Because I’m old, I can only hear up to 10kHz. Normal people hear from 20Hz-20kHz and the upper frequencies decrease with age because of decreased flexibility in the aural mechanisms, thickening eardrum, ossicle degradation and so on. A few minutes spent with p697 on ‘hearing defects’ might be valuable here followed by q9, p699.
The ear’s sensitivity is frequency-dependent and our previous value for 1pW per square metre is only true for a frequency of 1kHz – the most sensitive region being as we can see from the graph below is at about 3kHz. If the ear canal is about 3cm in length or a quarter of a wavelength, what frequency does this correspond to? (2.83kHz) Many other mammals have different ranges dependent on the configuration of the outer ear, the way the pinna collects the sound and their electrical responsiveness.
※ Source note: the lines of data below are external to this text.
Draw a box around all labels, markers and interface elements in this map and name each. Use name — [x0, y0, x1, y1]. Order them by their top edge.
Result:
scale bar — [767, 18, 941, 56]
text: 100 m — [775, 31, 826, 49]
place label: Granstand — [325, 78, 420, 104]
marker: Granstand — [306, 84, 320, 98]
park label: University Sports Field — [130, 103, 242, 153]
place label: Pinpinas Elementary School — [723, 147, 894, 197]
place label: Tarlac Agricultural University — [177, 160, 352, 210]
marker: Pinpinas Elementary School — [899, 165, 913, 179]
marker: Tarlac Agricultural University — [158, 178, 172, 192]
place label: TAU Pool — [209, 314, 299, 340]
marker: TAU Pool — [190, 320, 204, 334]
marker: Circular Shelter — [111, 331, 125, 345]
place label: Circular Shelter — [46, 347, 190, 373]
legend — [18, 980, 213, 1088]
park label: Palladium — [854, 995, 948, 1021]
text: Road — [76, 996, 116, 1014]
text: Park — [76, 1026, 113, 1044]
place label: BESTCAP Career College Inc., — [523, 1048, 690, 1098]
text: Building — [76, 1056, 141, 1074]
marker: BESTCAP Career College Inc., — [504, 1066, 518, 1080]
Pitch is what we usually mean by perceived frequency, but a better way to think about it is it’s related to both pitch and intensity. A soft sound at a particular frequency is perceived as being of lower pitch than the same frequency but louder or more intense.
The sound is converted to an electrical signal by this (grossly simplified) mechanism. The sound wave interacts with hairs of different lengths like a Barton’s pendulum with a hair cell somewhere along the Organ of Corti and receptors on the Basilar Membrane which decreases in stiffness along its length. A particular frequency causes one of the hairs to oscillate with large amplitude or resonate and hence send its electrical signal to correspond to this frequency. The longest hairs are furthest away from the oval window hence respond to lowest frequencies.